EXERCISE DIRECTIONS = Whenever a line carries the word "paint", pull it out of the entries.
-- -- --
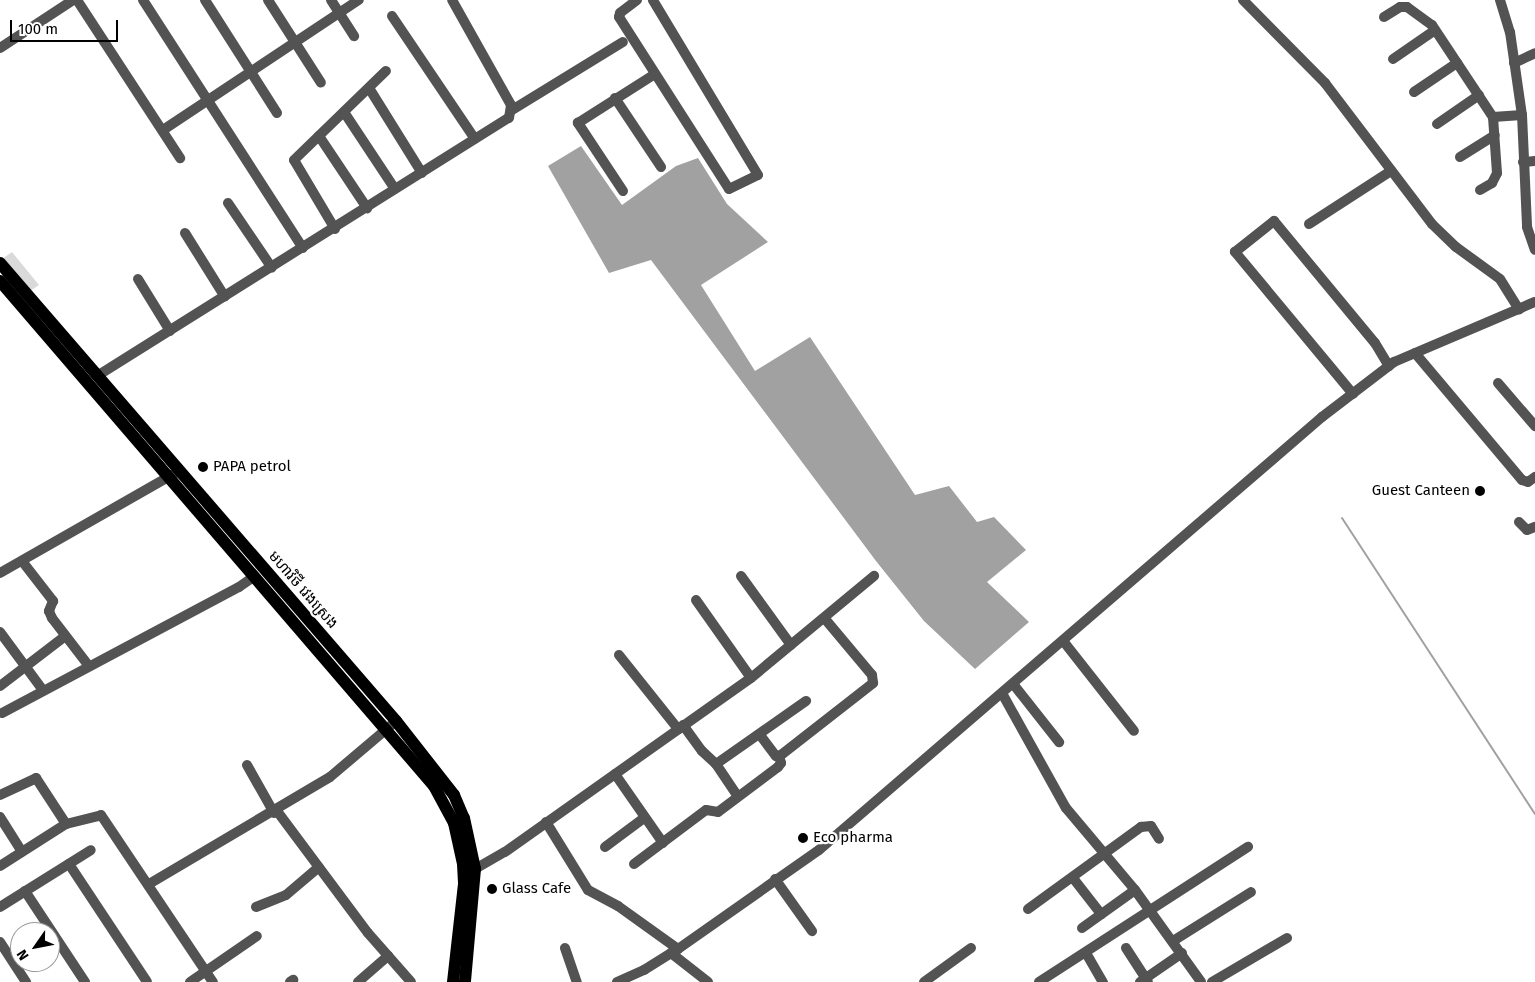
<!DOCTYPE html>
<meta charset="utf-8">
<style>
body{margin:0}
#map{position:relative;width:1535px;height:982px;overflow:hidden;background:#fff;font-family:"Fira Sans","Noto Sans Khmer",sans-serif}
div>[style]{position:absolute}
[style*='--x']{left:calc(var(--x)*1px);top:calc(var(--y)*1px);width:calc(var(--w)*1px);rotate:calc(var(--a)*1deg)}
.green>*{inset:0;background:#dadada}
.water>*{inset:0;background:#a1a1a1}
.stream>*{height:2px;margin:-1px;padding:0 1px;transform-origin:1px;border-radius:1px;background:#a1a1a1}
.minor>*{height:10px;margin:-5px;padding:0 5px;transform-origin:5px;border-radius:5px;background:#535353}
.major>*{height:12px;margin:-6px;padding:0 6px;transform-origin:6px;border-radius:6px;background:#000}
.dots>*{width:14px;height:14px;translate:-50% -50%;box-sizing:border-box;border:2px solid #fff;border-radius:50%}
span{translate:-50% -50%;white-space:nowrap;text-align:center;line-height:1.15;-webkit-text-stroke:4.5px #fff;paint-order:stroke}
.poi-label{font-size:15px;color:#000}
.left{translate:0 -50%;text-align:left}
.right{translate:-100% -50%;text-align:right}
.street-label{font-size:15px;color:#000}
.north{position:absolute;left:10px;top:922px;width:50px;height:50px;box-sizing:border-box;background:#fff;border:1px solid #999;border-radius:50%;rotate:237deg;font-size:14px;font-weight:700;line-height:20px;text-align:center;color:#000}
.north::after{content:'';display:block;margin:auto;width:18px;height:22px;background:#000;clip-path:polygon(50% 0,100% 100%,50% 72%,0 100%)}
.scale{position:absolute;left:10px;top:20px;width:108px;height:22px;box-sizing:border-box;border:2px solid #000;border-top:0;padding-left:6px;font-size:15px;line-height:18px;white-space:nowrap;color:#000;-webkit-text-stroke:4px #fff;paint-order:stroke}
</style>
<div id="map">
<div class="green">
<i style="clip-path:polygon(12px 252px,39px 285px,30px 291px,2px 259px)"></i>
</div>
<div class="water">
<i style="clip-path:polygon(581px 146px,622px 205px,676px 166px,698px 158px,727px 204px,768px 242px,701px 285px,755px 371px,810px 337px,915px 495px,949px 486px,977px 522px,994px 517px,1026px 550px,987px 582px,1029px 622px,975px 669px,924px 621px,876px 561px,651px 260px,609px 273px,548px 166px)"></i>
</div>
<div class="stream">
<i style="--x:1342;--y:518;--w:353;--a:56.9"></i>
</div>
<div class="minor">
<i style="--x:77;--y:0;--w:189;--a:56.9"></i>
<i style="--x:143;--y:0;--w:295;--a:57.2"></i>
<i style="--x:205;--y:0;--w:134;--a:57.5"></i>
<i style="--x:268;--y:0;--w:98;--a:57.4"></i>
<i style="--x:331;--y:0;--w:43;--a:57.4"></i>
<i style="--x:637;--y:0;--w:21;--a:143"></i>
<i style="--x:620;--y:13;--w:4;--a:104"></i>
<i style="--x:619;--y:17;--w:204;--a:57.4"></i>
<i style="--x:729;--y:189;--w:32;--a:-26"></i>
<i style="--x:758;--y:175;--w:204;--a:-121"></i>
<i style="--x:1243;--y:0;--w:117;--a:45.3"></i>
<i style="--x:1325;--y:83;--w:177;--a:52.8"></i>
<i style="--x:1432;--y:224;--w:33;--a:44"></i>
<i style="--x:1456;--y:247;--w:54;--a:36"></i>
<i style="--x:1500;--y:279;--w:36;--a:58"></i>
<i style="--x:1500;--y:0;--w:34;--a:73"></i>
<i style="--x:1510;--y:32;--w:84;--a:81.8"></i>
<i style="--x:1522;--y:115;--w:112;--a:87.4"></i>
<i style="--x:1527;--y:227;--w:24;--a:71"></i>
<i style="--x:392;--y:16;--w:148;--a:56"></i>
<i style="--x:1384;--y:17;--w:19;--a:-32"></i>
<i style="--x:1400;--y:7;--w:7;--a:0"></i>
<i style="--x:1407;--y:7;--w:31;--a:36"></i>
<i style="--x:1432;--y:25;--w:110;--a:56.5"></i>
<i style="--x:1493;--y:117;--w:29;--a:-4"></i>
<i style="--x:0;--y:48;--w:87;--a:-33.3"></i>
<i style="--x:1393;--y:59;--w:51;--a:-34.6"></i>
<i style="--x:1514;--y:63;--w:23;--a:-25"></i>
<i style="--x:369;--y:88;--w:100;--a:58.1"></i>
<i style="--x:1414;--y:92;--w:52;--a:-34"></i>
<i style="--x:615;--y:98;--w:83;--a:56.3"></i>
<i style="--x:512;--y:110;--w:130;--a:-31.5"></i>
<i style="--x:344;--y:112;--w:92;--a:56.5"></i>
<i style="--x:1437;--y:124;--w:51;--a:-34.6"></i>
<i style="--x:163;--y:130;--w:235;--a:-33.6"></i>
<i style="--x:319;--y:136;--w:87;--a:56.3"></i>
<i style="--x:1460;--y:157;--w:41;--a:-32.2"></i>
<i style="--x:1523;--y:162;--w:12;--a:-5"></i>
<i style="--x:1480;--y:190;--w:14;--a:-30"></i>
<i style="--x:1492;--y:183;--w:11;--a:-63"></i>
<i style="--x:1497;--y:173;--w:56;--a:-94.1"></i>
<i style="--x:623;--y:191;--w:82;--a:-123.5"></i>
<i style="--x:578;--y:123;--w:91;--a:-32.5"></i>
<i style="--x:228;--y:203;--w:78;--a:55.9"></i>
<i style="--x:1309;--y:224;--w:98;--a:-32.9"></i>
<i style="--x:335;--y:229;--w:80;--a:-120.7"></i>
<i style="--x:294;--y:160;--w:128;--a:-44.1"></i>
<i style="--x:185;--y:233;--w:75;--a:58"></i>
<i style="--x:138;--y:279;--w:61;--a:58.4"></i>
<i style="--x:1415;--y:353;--w:166;--a:49.9"></i>
<i style="--x:1522;--y:480;--w:6;--a:18"></i>
<i style="--x:1528;--y:482;--w:9;--a:-36"></i>
<i style="--x:97;--y:376;--w:486;--a:-32.1"></i>
<i style="--x:509;--y:118;--w:13;--a:-81"></i>
<i style="--x:511;--y:105;--w:120;--a:-119.3"></i>
<i style="--x:1498;--y:383;--w:57;--a:49.3"></i>
<i style="--x:1353;--y:394;--w:185;--a:-129.7"></i>
<i style="--x:1235;--y:252;--w:50;--a:-38.5"></i>
<i style="--x:1274;--y:221;--w:158;--a:50.4"></i>
<i style="--x:1375;--y:343;--w:27;--a:59"></i>
<i style="--x:1519;--y:522;--w:11;--a:45"></i>
<i style="--x:1527;--y:530;--w:9;--a:-21"></i>
<i style="--x:22;--y:561;--w:51;--a:52.2"></i>
<i style="--x:53;--y:601;--w:11;--a:112"></i>
<i style="--x:49;--y:611;--w:8;--a:67"></i>
<i style="--x:52;--y:618;--w:59;--a:52.5"></i>
<i style="--x:0;--y:573;--w:202;--a:-29.7"></i>
<i style="--x:741;--y:576;--w:85;--a:54.1"></i>
<i style="--x:696;--y:600;--w:95;--a:54.8"></i>
<i style="--x:0;--y:632;--w:71;--a:53.6"></i>
<i style="--x:1064;--y:642;--w:113;--a:51.8"></i>
<i style="--x:619;--y:655;--w:95;--a:51.4"></i>
<i style="--x:1014;--y:685;--w:73;--a:51.7"></i>
<i style="--x:0;--y:686;--w:81;--a:-37.4"></i>
<i style="--x:1003;--y:695;--w:129;--a:60.9"></i>
<i style="--x:1066;--y:808;--w:107;--a:49.9"></i>
<i style="--x:1135;--y:890;--w:113;--a:54.3"></i>
<i style="--x:2;--y:713;--w:268;--a:-28"></i>
<i style="--x:239;--y:587;--w:19;--a:-35"></i>
<i style="--x:683;--y:725;--w:32;--a:54"></i>
<i style="--x:702;--y:751;--w:19;--a:43"></i>
<i style="--x:716;--y:764;--w:110;--a:-35"></i>
<i style="--x:760;--y:735;--w:26;--a:53"></i>
<i style="--x:776;--y:756;--w:5;--a:-11"></i>
<i style="--x:781;--y:755;--w:117;--a:-38"></i>
<i style="--x:873;--y:683;--w:8;--a:-97"></i>
<i style="--x:872;--y:675;--w:73;--a:-130"></i>
<i style="--x:716;--y:764;--w:37;--a:56"></i>
<i style="--x:247;--y:765;--w:55;--a:60.6"></i>
<i style="--x:615;--y:774;--w:84;--a:55.2"></i>
<i style="--x:0;--y:795;--w:40;--a:-25"></i>
<i style="--x:36;--y:778;--w:55;--a:56.9"></i>
<i style="--x:277;--y:811;--w:152;--a:53.3"></i>
<i style="--x:368;--y:933;--w:65;--a:48.7"></i>
<i style="--x:0;--y:817;--w:41;--a:57.8"></i>
<i style="--x:546;--y:822;--w:80;--a:58.3"></i>
<i style="--x:588;--y:890;--w:34;--a:28"></i>
<i style="--x:618;--y:906;--w:74;--a:35.6"></i>
<i style="--x:605;--y:847;--w:49;--a:-36.6"></i>
<i style="--x:69;--y:864;--w:141;--a:56.5"></i>
<i style="--x:634;--y:864;--w:90;--a:-36.9"></i>
<i style="--x:706;--y:810;--w:12;--a:9"></i>
<i style="--x:718;--y:812;--w:75;--a:-36.9"></i>
<i style="--x:778;--y:767;--w:5;--a:-53"></i>
<i style="--x:781;--y:763;--w:7;--a:-106"></i>
<i style="--x:0;--y:866;--w:78;--a:-32.5"></i>
<i style="--x:66;--y:824;--w:36;--a:-14"></i>
<i style="--x:101;--y:815;--w:201;--a:56.2"></i>
<i style="--x:475;--y:869;--w:34;--a:-30"></i>
<i style="--x:505;--y:852;--w:301;--a:-35.3"></i>
<i style="--x:751;--y:678;--w:160;--a:-39.7"></i>
<i style="--x:1073;--y:878;--w:46;--a:52.1"></i>
<i style="--x:775;--y:879;--w:64;--a:54.6"></i>
<i style="--x:149;--y:884;--w:210;--a:-30.6"></i>
<i style="--x:330;--y:777;--w:87;--a:-40.3"></i>
<i style="--x:25;--y:891;--w:109;--a:56.6"></i>
<i style="--x:0;--y:907;--w:107;--a:-32.1"></i>
<i style="--x:256;--y:907;--w:32;--a:-22"></i>
<i style="--x:286;--y:895;--w:43;--a:-40.3"></i>
<i style="--x:1028;--y:909;--w:140;--a:-36"></i>
<i style="--x:1141;--y:827;--w:10;--a:-6"></i>
<i style="--x:1151;--y:826;--w:15;--a:58"></i>
<i style="--x:1082;--y:928;--w:65;--a:-35.6"></i>
<i style="--x:1173;--y:941;--w:92;--a:-32.1"></i>
<i style="--x:0;--y:942;--w:48;--a:57"></i>
<i style="--x:565;--y:948;--w:36;--a:71"></i>
<i style="--x:1126;--y:948;--w:40;--a:57.1"></i>
<i style="--x:671;--y:953;--w:47;--a:38.1"></i>
<i style="--x:1086;--y:953;--w:34;--a:60"></i>
<i style="--x:190;--y:982;--w:81;--a:-34.5"></i>
<i style="--x:290;--y:982;--w:4;--a:-34"></i>
<i style="--x:358;--y:982;--w:40;--a:-41"></i>
<i style="--x:617;--y:982;--w:30;--a:-24"></i>
<i style="--x:644;--y:970;--w:40;--a:-32"></i>
<i style="--x:678;--y:949;--w:172;--a:-35.1"></i>
<i style="--x:819;--y:850;--w:664;--a:-40.72"></i>
<i style="--x:1322;--y:417;--w:91;--a:-37.4"></i>
<i style="--x:1394;--y:362;--w:153;--a:-23.1"></i>
<i style="--x:924;--y:982;--w:58;--a:-35.9"></i>
<i style="--x:1039;--y:982;--w:249;--a:-32.9"></i>
<i style="--x:1140;--y:982;--w:51;--a:-34.6"></i>
<i style="--x:1212;--y:982;--w:87;--a:-30.4"></i>
</div>
<div class="major">
<i style="--x:0;--y:263;--w:605;--a:49.15"></i>
<i style="--x:396;--y:721;--w:94;--a:51.9"></i>
<i style="--x:454;--y:795;--w:25;--a:67"></i>
<i style="--x:464;--y:818;--w:52;--a:77.8"></i>
<i style="--x:475;--y:869;--w:113;--a:95.1"></i>
<i style="--x:0;--y:281;--w:666;--a:49.32"></i>
<i style="--x:434;--y:786;--w:42;--a:61.6"></i>
<i style="--x:454;--y:823;--w:42;--a:77.6"></i>
<i style="--x:463;--y:864;--w:20;--a:87"></i>
<i style="--x:464;--y:884;--w:99;--a:96.4"></i>
</div>
<div class="dots">
<i style="left:203px;top:467px;background:#000"></i>
<i style="left:1480px;top:491px;background:#000"></i>
<i style="left:803px;top:838px;background:#000"></i>
<i style="left:492px;top:889px;background:#000"></i>
</div>
<div class="poi-label">
<span class="left" style="left:213px;top:467px">PAPA petrol</span>
<span class="right" style="left:1470px;top:491px">Guest Canteen</span>
<span class="left" style="left:813px;top:838px">Eco pharma</span>
<span class="left" style="left:502px;top:889px">Glass Cafe</span>
</div>
<div class="street-label">
<span style="left:303px;top:590px;rotate:49deg">មហាវិថី វេងស្រេង</span>
</div>
<div class="north">N</div>
<div class="scale">100 m</div>
</div>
-- -- --
TASK OUTPUT =
span{translate:-50% -50%;white-space:nowrap;text-align:center;line-height:1.15;-webkit-text-stroke:4.5px #fff;paint-order:stroke}
.scale{position:absolute;left:10px;top:20px;width:108px;height:22px;box-sizing:border-box;border:2px solid #000;border-top:0;padding-left:6px;font-size:15px;line-height:18px;white-space:nowrap;color:#000;-webkit-text-stroke:4px #fff;paint-order:stroke}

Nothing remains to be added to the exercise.